Zu Weihnachten gab es den großen Wanderrucksack von Deuter. Noch während der Feiertage wurde er sodann mit den nötigsten Utensilien gefüllt: Unterwäsche für sieben Tage, zwei Shorts, fünf T-Shirts, einen Kaputzenpullover, ein besonders dünnes Mikrofaser-Badehandtuch, Rei aus der Tube (einmal in der Woche muss ich meine drei Sachen im Waschbecken des Hostels waschen), Flip-Flops, eine Badehose, eine kleine Reiseapotheke (Medikamente gegen Durchfall, Verstopfung, Schmerztabletten, eine antiseptische Wundsalbe, “Malerone” gegen Malaria und eine weitere Wund- und Heilsalbe) und als echter Nordmann wird abschließend selbstredend der quitschgelbe Friesennerz eingerollt und eingepackt. Gut, es geht in den Sommer Mittelamerikas – aber man kann ja nie wissen, wozu er noch einmal gut sein könnte. Am Körper trage ich die einzige lange Hose, die ich mitnehme und einen Pullover – auf eine Jacke verzichte ich komplett. Und schon geht es ab zum Flughafen.
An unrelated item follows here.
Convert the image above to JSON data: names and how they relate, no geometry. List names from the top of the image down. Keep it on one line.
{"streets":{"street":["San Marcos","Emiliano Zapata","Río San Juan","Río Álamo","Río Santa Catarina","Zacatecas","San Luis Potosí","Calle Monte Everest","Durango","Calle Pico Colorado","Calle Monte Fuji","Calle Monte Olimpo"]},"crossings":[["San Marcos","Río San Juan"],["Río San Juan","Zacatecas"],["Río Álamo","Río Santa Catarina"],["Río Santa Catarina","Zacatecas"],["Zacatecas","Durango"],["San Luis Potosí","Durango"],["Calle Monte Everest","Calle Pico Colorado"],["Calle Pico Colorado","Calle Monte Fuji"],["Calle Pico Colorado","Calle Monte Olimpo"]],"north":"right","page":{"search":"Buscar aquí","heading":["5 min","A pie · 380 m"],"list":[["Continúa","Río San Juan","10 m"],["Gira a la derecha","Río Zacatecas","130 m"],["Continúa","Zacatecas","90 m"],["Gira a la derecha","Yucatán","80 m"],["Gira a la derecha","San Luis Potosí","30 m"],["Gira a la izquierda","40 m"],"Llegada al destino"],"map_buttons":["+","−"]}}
Kurz nach den Feiertagen im Dezember herrscht ein schieres Chaos an den Flughäfen: Die Flüge sind ohnehin alle recht gut ausgebucht und sofern es schlechtes Wetter gibt, muss mit Verspätungen oder Totalausfällen einzelner Flüge gerechnet werden. Wer zwischen Weihnachten und Sylvester fliegen möchte, sollte vor allem viel Geduld einpacken. Der Start am Bremer Flughafen verlief noch reibungslos, in Paris wurde es dann sehr stressig: Tausende Menschen, tausende hilflose bis verzweifelte Gesichter, die ersten Flüge wurden bereits am frühen Vormittag gestrichen, die Ausschilderungen am Pariser Flughafen sind ohnehin die furchtbarsten der ganzen Welt, zweckmäßig und zeitgemäß sprechen die meisten Franzosen maximal gebrochenes Englisch – natürlich eine brauchbare Sache an einer internationalen Drehscheibe, die Zwischenzeiten der Flüge sind oftmals sehr kurz bemessen (als Tipp empfehle ich mindestens 3 Stunden Aufenthaltszeit in Paris). Aber ich hatte seltsames Glück und rutschte am Flughafen Charles de Gaulle nicht nur recht reibungslos durch die Kontrollen, sondern konnte sogar mit der letzten Maschine nach Cancun, Mexiko, fliegen, die an jenem Tage rausgeschickt wurde. Noch in Paris trank ich über einen Liter Wasser, als Vorbeugung gegen eine drohende Trombose auf der Langstrecke. Im Flugzeug stieg ich dann auf Rotwein um: in kürzester Zeit drei von diesen kleinen Schlumpfflaschen in den Kopf geschraubt und das persönliche Betriebssystem auf Standby runtergefahren. Ich fliege alleine, lese noch ein wenig im Reiseführer “Einsamer Planet” und schlafe dann die überwiegende Zeit des Fluges.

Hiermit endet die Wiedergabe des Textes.